Como é sua relação com a tecnologia? Você escreve seus primeiros rascunhos à mão ou no computador?
Como comentei numa outra resposta, me considero um pouco analógica neste quesito, rs. Acho que o aprendizado fixa mais quando escrevemos, lemos e compreendemos, então, gosto do rascunho à mão. Estou sempre com cadernos em casa, no trabalho ou na bolsa.
De onde vêm suas ideias? Há um conjunto de hábitos que você cultiva para se manter criativa?
Claro, acredito que tudo que vivemos (e sentimos) pode ser utilizado para o nosso crescimento e, igualmente no estímulo a uma mente e práticas mais criativas. Gosto de ler, ver filmes, ouvir música, consumir arte em suas variadas manifestações, meditar, conversar com as pessoas (ótimas ideias podem emergir de encontros quando ouvimos ativamente o próximo), me observar (terapia também ajuda) viajar, comer, praticar atividades físicas, caminhar e também relaxar. Considero relevante exercitar o pensamento crítico, é algo construído e que pode nos fazer refletir com mais profundidade e “fora da caixa” acerca de diversos temas.
O que você acha que mudou no seu processo de escrita ao longo dos anos? O que você diria a si mesma se pudesse voltar à escrita de seus primeiros textos?
Acho que muita coisa mudou, eu mudei. Então tudo que me constitui como indivíduo passa pelo processo de amadurecimento. Se eu voltasse no tempo diria “Continue! Você pode muito e vai ainda aprender e compartilhar muito conteúdo relevante na sua caminhada. Acredite e tenha coragem!”.
Que projeto você gostaria de fazer, mas ainda não começou? Que livro você gostaria de ler e ele ainda não existe?
Tenho vários projetos e pretendo colocar em prática. Livros que sinto falta são os que debatem temáticas feministas e o racismo de forma honesta e profunda. Tais materiais existem, hoje podemos encontrar, mas muitos ainda se pautam na linguagem acadêmica, que por vezes pode ser elitista e excludente. Considero caro escritores que visam sair do núcleo universitário e optam por dialogar com uma maior parcela de leitores, pessoas diferentes e plurais. Menciono aqui também a demora com que grandes editoras comerciais publicam (e também traduzem quando estes são estrangeiros) o trabalho de pesquisadores e intelectuais negres.

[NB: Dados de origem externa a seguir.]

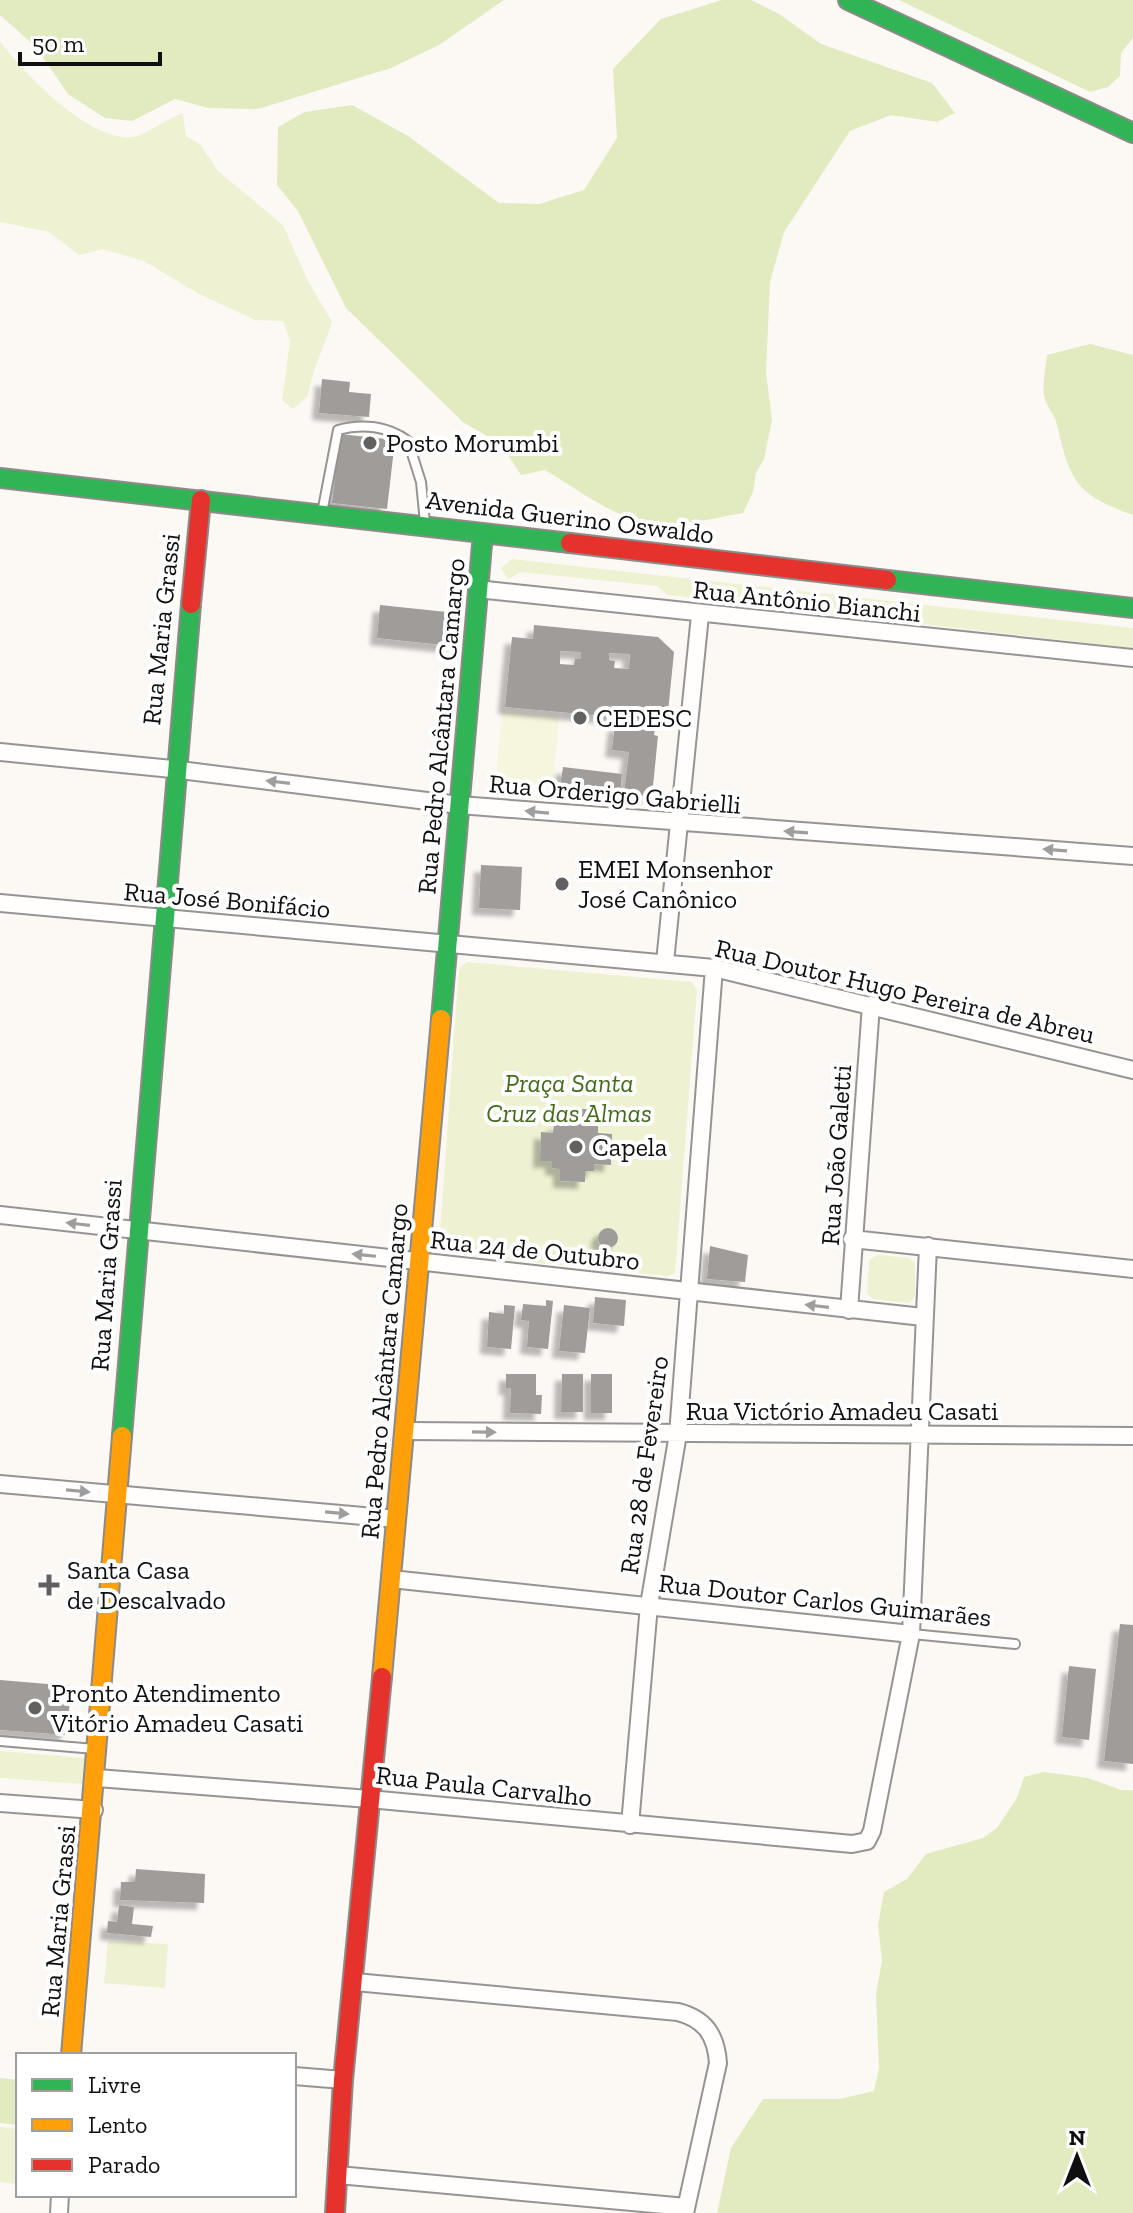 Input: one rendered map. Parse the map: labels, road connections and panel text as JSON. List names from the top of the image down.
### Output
{
  "streets": {
    "street": [
      "Avenida Guerino Oswaldo",
      "Rua Antônio Bianchi",
      "Rua Maria Grassi",
      "Rua Pedro Alcântara Camargo",
      "Rua Orderigo Gabrielli",
      "Rua José Bonifácio",
      "Rua Doutor Hugo Pereira de Abreu",
      "Rua João Galetti",
      "Rua 24 de Outubro",
      "Rua Victório Amadeu Casati",
      "Rua 28 de Fevereiro",
      "Rua Doutor Carlos Guimarães",
      "Rua Paula Carvalho"
    ]
  },
  "crossings": [
    ["Avenida Guerino Oswaldo", "Rua Maria Grassi"],
    ["Avenida Guerino Oswaldo", "Rua Pedro Alcântara Camargo"],
    ["Rua Antônio Bianchi", "Rua Pedro Alcântara Camargo"],
    ["Rua Maria Grassi", "Rua Orderigo Gabrielli"],
    ["Rua Maria Grassi", "Rua José Bonifácio"],
    ["Rua Maria Grassi", "Rua 24 de Outubro"],
    ["Rua Maria Grassi", "Rua Paula Carvalho"],
    ["Rua Pedro Alcântara Camargo", "Rua Orderigo Gabrielli"],
    ["Rua Pedro Alcântara Camargo", "Rua José Bonifácio"],
    ["Rua Pedro Alcântara Camargo", "Rua 24 de Outubro"],
    ["Rua Pedro Alcântara Camargo", "Rua Victório Amadeu Casati"],
    ["Rua Pedro Alcântara Camargo", "Rua Doutor Carlos Guimarães"],
    ["Rua Pedro Alcântara Camargo", "Rua Paula Carvalho"],
    ["Rua José Bonifácio", "Rua Doutor Hugo Pereira de Abreu"],
    ["Rua Doutor Hugo Pereira de Abreu", "Rua João Galetti"],
    ["Rua Doutor Hugo Pereira de Abreu", "Rua 28 de Fevereiro"],
    ["Rua João Galetti", "Rua 24 de Outubro"],
    ["Rua 24 de Outubro", "Rua 28 de Fevereiro"],
    ["Rua Victório Amadeu Casati", "Rua 28 de Fevereiro"],
    ["Rua 28 de Fevereiro", "Rua Doutor Carlos Guimarães"],
    ["Rua 28 de Fevereiro", "Rua Paula Carvalho"],
    ["Rua Doutor Carlos Guimarães", "Rua Paula Carvalho"]
  ],
  "one_way": ["Rua Orderigo Gabrielli", "Rua 24 de Outubro", "Rua Victório Amadeu Casati"],
  "parks": ["Praça Santa Cruz das Almas"],
  "places": {
    "other": [
      "Posto Morumbi",
      "CEDESC",
      "EMEI Monsenhor José Canônico",
      "Capela",
      "Pronto Atendimento Vitório Amadeu Casati"
    ],
    "health": ["Santa Casa de Descalvado"]
  },
  "legend": ["Livre", "Lento", "Parado"],
  "scale_bar": "50 m",
  "north": "top"
}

O apagamento do sujeito negro como sujeito histórico, como sujeito que escreve a sua própria história (o negro visto por ele mesmo) foi/é tão perverso que nomes como Beatriz Nascimento, Lélia Gonzalez, Conceição Evaristo, Sueli Carneiro e mais uma extensa lista de intelectuais e pesquisadores seja desconhecida por boa parte da população. Se observarmos criticamente e sem o véu da cegueira, é nítido que os estudos da humanidade são sempre eurocentrados: absorvemos e aceitamos os saberes europeus, impostos como a verdade absoluta e inquestionável. Criamos nossa identidade/cultura/intelectualidade baseada na visão europeia ou norte-americana. Não generalizo, mas sem o mínimo de senso crítico, uma gigante parcela de brasileiros não consegue reconhecer (e tem quem não queira) a riquíssima produção e prática made in Brazil. Primeiro, podemos rever historicamente o passado escravista nacional, muito do que sabemos hoje teve início ali: de alguma forma toda violência brutal praticada pelos colonizadores europeus contra a população negra/indígena e o “desfecho” (pois ainda carregamos as feridas seculares) desse período, determinou qual seria a condição social do negro no Brasil. Aliando isso ao racismo estrutural que por décadas tonificou sua raiz, vemos, dentro de inúmeras outras consequências abissais, a crença de muitos no mito da democracia racial.
Reconheço que temos caminhado, a passos lentos, no quesito publicação de autores negres, porém ainda é necessário questionar a atenção dada à produção de autoria negra estrangeira, especialmente norte-americana, e o ato de ignorar intelectuais nacionais. Ainda é difícil encontrar livros de acadêmicos e pensadores pretes. São muitos talentos espalhados em nosso território que merecem os holofotes e que têm muito para contribuir para o nosso aprendizado, pensamento e história.